In our study published today, we evaluated the association between sweet foods consumption and breast density, one of the stronger risk factors for breast cancer.

Breast density is a measure of the proportion of the breast occupied by epithelial and stromal tissue relative to fat. It is therefore considered to reflect the quantity of non-fat breast tissue and thus the population of breast cells at risk of carcinogenic transformation.

Breast cancer generally arises in epithelial cells, and an increase in overall epithelial cell number is believed to increase the risk of breast cancer.  Therefore, as breast density increases, so does the risk of developing breast cancer.

Our analyses have shown that high consumption of sugar-sweetened beverages is associated with higher breast density among premenopausal women and that high consumption of sweets foods, like desserts, is also associated with higher density among postmenopausal women.

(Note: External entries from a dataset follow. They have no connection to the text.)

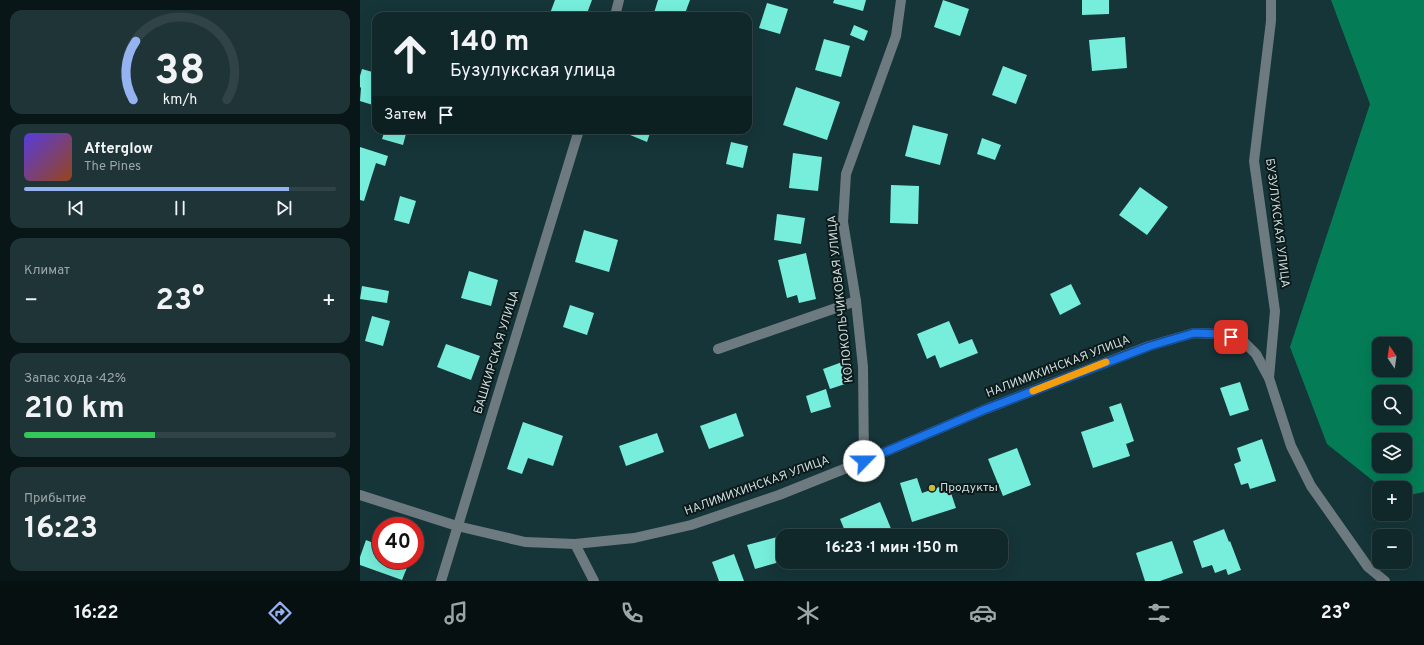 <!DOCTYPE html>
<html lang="ru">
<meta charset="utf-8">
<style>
:root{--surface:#10282a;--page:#1e3436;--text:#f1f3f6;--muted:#9ca6a8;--line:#304447;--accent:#95b2f1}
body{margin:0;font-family:Overpass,sans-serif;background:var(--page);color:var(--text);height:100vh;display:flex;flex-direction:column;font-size:15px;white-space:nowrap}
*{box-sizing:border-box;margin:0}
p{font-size:13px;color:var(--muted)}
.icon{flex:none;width:22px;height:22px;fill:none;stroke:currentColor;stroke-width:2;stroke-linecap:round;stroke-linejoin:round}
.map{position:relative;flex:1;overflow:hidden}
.panel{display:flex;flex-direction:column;gap:10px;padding:10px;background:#091617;width:360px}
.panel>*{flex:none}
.banner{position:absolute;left:12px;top:12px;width:380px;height:122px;border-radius:12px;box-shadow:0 4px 16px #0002,0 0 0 1px var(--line);background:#10282a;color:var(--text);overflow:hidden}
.needle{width:26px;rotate:347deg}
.buttons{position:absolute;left:1012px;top:337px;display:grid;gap:8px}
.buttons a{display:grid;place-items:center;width:40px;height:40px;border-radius:8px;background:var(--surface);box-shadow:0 4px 16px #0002,0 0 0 1px var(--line);font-size:20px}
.speed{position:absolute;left:12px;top:517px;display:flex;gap:8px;font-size:20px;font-weight:700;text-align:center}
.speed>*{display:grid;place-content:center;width:52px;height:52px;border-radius:50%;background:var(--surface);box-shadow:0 4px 16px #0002,0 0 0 1px var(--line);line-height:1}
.speed .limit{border:6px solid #d22;background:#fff;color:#111}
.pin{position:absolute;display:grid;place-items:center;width:34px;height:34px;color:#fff;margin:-17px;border-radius:8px;box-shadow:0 2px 6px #0006}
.me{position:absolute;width:44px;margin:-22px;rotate:67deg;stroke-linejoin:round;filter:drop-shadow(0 0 3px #0008)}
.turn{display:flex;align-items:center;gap:14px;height:84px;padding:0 12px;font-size:18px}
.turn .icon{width:52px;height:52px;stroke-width:2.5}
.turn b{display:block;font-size:28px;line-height:34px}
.then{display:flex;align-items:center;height:38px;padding:0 12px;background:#0003;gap:8px;font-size:15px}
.big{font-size:30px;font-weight:700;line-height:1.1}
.panel .tile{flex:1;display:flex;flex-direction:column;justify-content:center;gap:6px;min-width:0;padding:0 14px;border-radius:12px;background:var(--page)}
.panel .dial{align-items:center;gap:0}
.dial svg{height:104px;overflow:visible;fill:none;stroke:var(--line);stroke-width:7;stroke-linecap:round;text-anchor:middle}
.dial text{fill:var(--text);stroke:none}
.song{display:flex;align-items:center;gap:12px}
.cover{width:48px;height:48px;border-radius:6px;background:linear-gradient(135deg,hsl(250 70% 55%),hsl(20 70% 35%))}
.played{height:4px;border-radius:2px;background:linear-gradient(90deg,var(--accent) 85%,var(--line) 85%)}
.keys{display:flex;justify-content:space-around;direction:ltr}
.heat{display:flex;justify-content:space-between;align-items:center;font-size:22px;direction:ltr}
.charge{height:6px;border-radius:3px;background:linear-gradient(90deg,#34c759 42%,var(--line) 0)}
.trip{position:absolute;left:416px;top:529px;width:232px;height:40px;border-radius:12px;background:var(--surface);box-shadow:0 4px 16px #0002,0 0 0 1px var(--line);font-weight:700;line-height:40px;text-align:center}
.tab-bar{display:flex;height:64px;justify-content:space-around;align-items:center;background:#061011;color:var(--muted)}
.tab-bar .icon{width:28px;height:28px}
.tab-bar .selected{color:var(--accent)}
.tab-bar b{font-size:18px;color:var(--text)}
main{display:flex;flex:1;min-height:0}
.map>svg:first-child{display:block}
.forest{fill:#047d56;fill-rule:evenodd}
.building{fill:#76eedb}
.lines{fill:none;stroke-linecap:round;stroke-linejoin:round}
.minor{stroke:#6d7a7f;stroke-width:10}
.route-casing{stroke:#114b97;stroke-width:10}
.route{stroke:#1a73e8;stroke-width:7}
.slow{stroke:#f59e0b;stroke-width:7}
.poi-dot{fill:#c7bb3c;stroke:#0d1a1b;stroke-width:1.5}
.labels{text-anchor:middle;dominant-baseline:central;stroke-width:4;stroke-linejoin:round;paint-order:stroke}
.street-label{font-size:12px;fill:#cadcdd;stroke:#0d1a1b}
.poi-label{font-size:12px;fill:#cadcdd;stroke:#0d1a1b;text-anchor:start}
</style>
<main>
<section class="panel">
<div class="tile dial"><svg viewBox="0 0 100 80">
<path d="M14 69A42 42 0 1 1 86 69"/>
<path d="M14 69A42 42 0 0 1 16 24" stroke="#95b2f1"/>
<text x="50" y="56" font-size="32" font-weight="700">38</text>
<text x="50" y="72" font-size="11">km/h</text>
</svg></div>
<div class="tile">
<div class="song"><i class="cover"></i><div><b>Afterglow</b><p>The Pines</p></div></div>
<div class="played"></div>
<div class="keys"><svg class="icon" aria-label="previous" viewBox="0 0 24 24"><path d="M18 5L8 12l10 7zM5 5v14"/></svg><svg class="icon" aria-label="pause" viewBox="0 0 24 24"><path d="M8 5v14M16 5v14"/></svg><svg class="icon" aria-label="next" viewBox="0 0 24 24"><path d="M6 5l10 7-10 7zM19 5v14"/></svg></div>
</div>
<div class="tile"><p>Климат</p>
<div class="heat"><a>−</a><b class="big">23°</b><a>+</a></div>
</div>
<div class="tile"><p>Запас хода · 42%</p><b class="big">210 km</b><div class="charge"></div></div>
<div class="tile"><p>Прибытие</p><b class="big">16:23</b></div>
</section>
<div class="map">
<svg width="1064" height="581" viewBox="0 0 1064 581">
<rect width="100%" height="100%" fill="#163538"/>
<path class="forest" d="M 971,0 L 1064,0 L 1064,492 L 1045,496 L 1045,488 L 1022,488 L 967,444 L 930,347 L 1010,104 ZM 1019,344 L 1045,344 L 1045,370 L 1019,370 ZM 1019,392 L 1045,392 L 1045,418 L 1019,418 ZM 1019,440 L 1045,440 L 1045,466 L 1019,466 Z"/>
<g class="building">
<polygon points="195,0 232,0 226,16 189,16"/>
<polygon points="298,0 330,0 324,16 303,16 294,13"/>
<polygon points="474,0 506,0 503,11 473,3"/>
<polygon points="583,0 609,9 600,36 574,27"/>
<polygon points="722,0 749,0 749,14 722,15"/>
<polygon points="407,3 428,9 420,34 399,28"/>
<polygon points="494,25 508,31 504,41 490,35"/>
<polygon points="765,37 767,68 732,71 729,40"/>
<polygon points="464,39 490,46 481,77 455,70"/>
<polygon points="643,66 667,75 656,104 632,95"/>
<polygon points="2,69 16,73 16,106 0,101 1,88 0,87 0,76"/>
<polygon points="436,87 480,102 467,140 423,125"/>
<polygon points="553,125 588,134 580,165 545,156"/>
<polygon points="25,130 47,130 43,145 22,139"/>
<polygon points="264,130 291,130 287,142 263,132"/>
<polygon points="622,138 641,145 635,160 617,154"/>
<polygon points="371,142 388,146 383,168 366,164"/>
<polygon points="0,147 28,156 25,166 16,163 4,201 0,200"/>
<polygon points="433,153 462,157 458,191 429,188"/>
<polygon points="531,185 559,186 558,224 530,223"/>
<polygon points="780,187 808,207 787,235 759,215"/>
<polygon points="40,196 56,201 49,224 34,220"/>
<polygon points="417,214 445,218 441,244 414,240"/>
<polygon points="224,230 258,240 249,272 215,262"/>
<polygon points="446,253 456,299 439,303 437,295 427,298 418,260"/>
<polygon points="109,271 138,280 131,306 101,298"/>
<polygon points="711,284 721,304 700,315 690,294"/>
<polygon points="2,286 29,291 27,303 0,299"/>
<polygon points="210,305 234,313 227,335 203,327"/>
<polygon points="12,316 30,321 23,346 5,341"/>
<polygon points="589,321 599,344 612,339 618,353 580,368 575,355 567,359 557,334"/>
<polygon points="86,344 120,356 111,380 77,367"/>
<polygon points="485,361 491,382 470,389 463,369"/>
<polygon points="880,382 889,410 870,416 860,388"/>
<polygon points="466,389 471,407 451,413 446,396"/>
<polygon points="761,403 774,441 766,444 770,456 733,468 721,432 754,421 749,407"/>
<polygon points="376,413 384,436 349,449 340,426"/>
<polygon points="163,422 203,436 193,466 168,458 162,474 147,469"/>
<polygon points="297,433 304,452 266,466 259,446"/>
<polygon points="902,439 916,481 890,489 888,483 881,485 874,464 881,461 877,448"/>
<polygon points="657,448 671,485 643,496 628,459"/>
<polygon points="557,478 562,493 588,484 596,508 552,522 540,483"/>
<polygon points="520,502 532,531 521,536 487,536 480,519"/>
<polygon points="864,529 869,542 870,541 881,570 868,575 866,569 855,573 852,565 842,568 833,541"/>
<polygon points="421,536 423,543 423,561 395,569 387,545"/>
<polygon points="6,540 21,546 21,560 50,560 42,580 0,565 0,557"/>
<polygon points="812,541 823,573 800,581 785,581 776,553"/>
<polygon points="374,554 384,581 359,581 352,562"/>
</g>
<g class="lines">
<g class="minor">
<polyline points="255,16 259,0"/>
<polyline points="358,349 496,301"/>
<polyline points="909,378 915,311 894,161 911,21 911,0"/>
<polyline points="504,461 503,367 496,301 483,222 486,174 536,36 541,0"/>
<polyline points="0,495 97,526 165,542 215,544 274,538 331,525 419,495 504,461 626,409 789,346 834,333 860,334 882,340 896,354 909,378 931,446 951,486 1008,567 1025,581"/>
<polyline points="215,544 234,581"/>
<polyline points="81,581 219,130"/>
</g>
</g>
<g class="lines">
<defs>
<polyline id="route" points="504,461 626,409 790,346 834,333 860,334 871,337"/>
</defs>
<use href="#route" class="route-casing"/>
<use href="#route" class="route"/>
<polyline class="slow" points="673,391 746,362"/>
</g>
<circle class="poi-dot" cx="572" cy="488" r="4"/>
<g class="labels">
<g class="street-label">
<text transform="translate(917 223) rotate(83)">БУЗУЛУКСКАЯ УЛИЦА</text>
<text transform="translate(481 299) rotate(-96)">КОЛОКОЛЬЧИКОВАЯ УЛИЦА</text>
<text transform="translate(137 352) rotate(-73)">БАШКИРСКАЯ УЛИЦА</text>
<text transform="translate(698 367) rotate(-21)">НАЛИМИХИНСКАЯ УЛИЦА</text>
<text transform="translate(397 486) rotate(-20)">НАЛИМИХИНСКАЯ УЛИЦА</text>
</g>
<g class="poi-label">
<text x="580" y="488">Продукты</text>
</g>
</g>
</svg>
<div class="buttons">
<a><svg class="needle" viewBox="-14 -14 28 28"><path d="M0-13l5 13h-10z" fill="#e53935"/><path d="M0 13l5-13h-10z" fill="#9ca6a8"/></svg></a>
<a><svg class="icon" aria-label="search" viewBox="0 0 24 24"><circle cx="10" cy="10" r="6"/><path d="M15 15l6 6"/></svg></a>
<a><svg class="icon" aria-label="layers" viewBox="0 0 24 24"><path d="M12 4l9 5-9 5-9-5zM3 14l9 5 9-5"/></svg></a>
<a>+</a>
<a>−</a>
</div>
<div class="speed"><div class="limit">40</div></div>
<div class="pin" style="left:871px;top:337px;background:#d93025"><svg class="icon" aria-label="arrive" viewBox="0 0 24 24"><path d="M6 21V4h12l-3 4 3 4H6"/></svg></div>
<svg class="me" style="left:504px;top:461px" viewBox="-20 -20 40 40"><circle r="19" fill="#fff"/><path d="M0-13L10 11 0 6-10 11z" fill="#1a73e8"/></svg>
<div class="trip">16:23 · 1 мин · 150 m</div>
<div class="banner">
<div class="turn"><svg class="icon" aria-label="ahead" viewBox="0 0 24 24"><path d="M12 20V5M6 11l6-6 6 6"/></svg><div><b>140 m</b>Бузулукская улица</div></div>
<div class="then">Затем<svg class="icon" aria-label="arrive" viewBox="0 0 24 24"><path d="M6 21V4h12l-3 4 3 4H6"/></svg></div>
</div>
</div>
</main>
<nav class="tab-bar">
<b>16:22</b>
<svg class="icon selected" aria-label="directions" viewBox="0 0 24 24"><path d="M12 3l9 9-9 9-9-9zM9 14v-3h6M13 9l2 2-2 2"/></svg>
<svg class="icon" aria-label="music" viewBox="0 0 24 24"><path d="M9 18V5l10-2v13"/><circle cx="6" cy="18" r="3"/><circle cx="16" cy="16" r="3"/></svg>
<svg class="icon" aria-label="phone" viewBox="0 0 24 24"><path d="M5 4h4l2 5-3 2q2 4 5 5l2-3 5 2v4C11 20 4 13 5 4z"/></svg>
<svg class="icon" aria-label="climate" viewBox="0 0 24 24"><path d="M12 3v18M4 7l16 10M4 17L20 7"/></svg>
<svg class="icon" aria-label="car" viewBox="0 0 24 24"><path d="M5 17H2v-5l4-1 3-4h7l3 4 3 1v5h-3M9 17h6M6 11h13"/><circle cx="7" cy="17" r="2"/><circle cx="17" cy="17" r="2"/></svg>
<svg class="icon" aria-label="filters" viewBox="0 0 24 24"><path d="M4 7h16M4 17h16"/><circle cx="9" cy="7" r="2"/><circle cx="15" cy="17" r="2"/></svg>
<b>23°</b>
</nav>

Women don’t have a lot of control over the prevention of breast cancer as most of the risk factors are not alterable. In fact, the most common breast cancer risk factors are age, family history of breast cancer, genetics, number of children, and oestrogen levels.

Breast density is not fixed, it can be modified. For example, tamoxifen, a drug commonly used for breast cancer treatment, can reduce breast density by 6.4% in a four and a half year period. Tamoxifen can reduce breast cancer risk by 30-50%. Thus, the observed association in our study brings a new insight on what women can do to reduce their own breast cancer risk.

The positive impact of reducing sugar intake in the diet might not only be a breast cancer risk reduction, but could also have beneficial effects on several other health problems. Daily sugar intake reduction can be part of a global public health plan to promote health in general, reduce obesity and reduce the risk of several chronic diseases including breast cancer.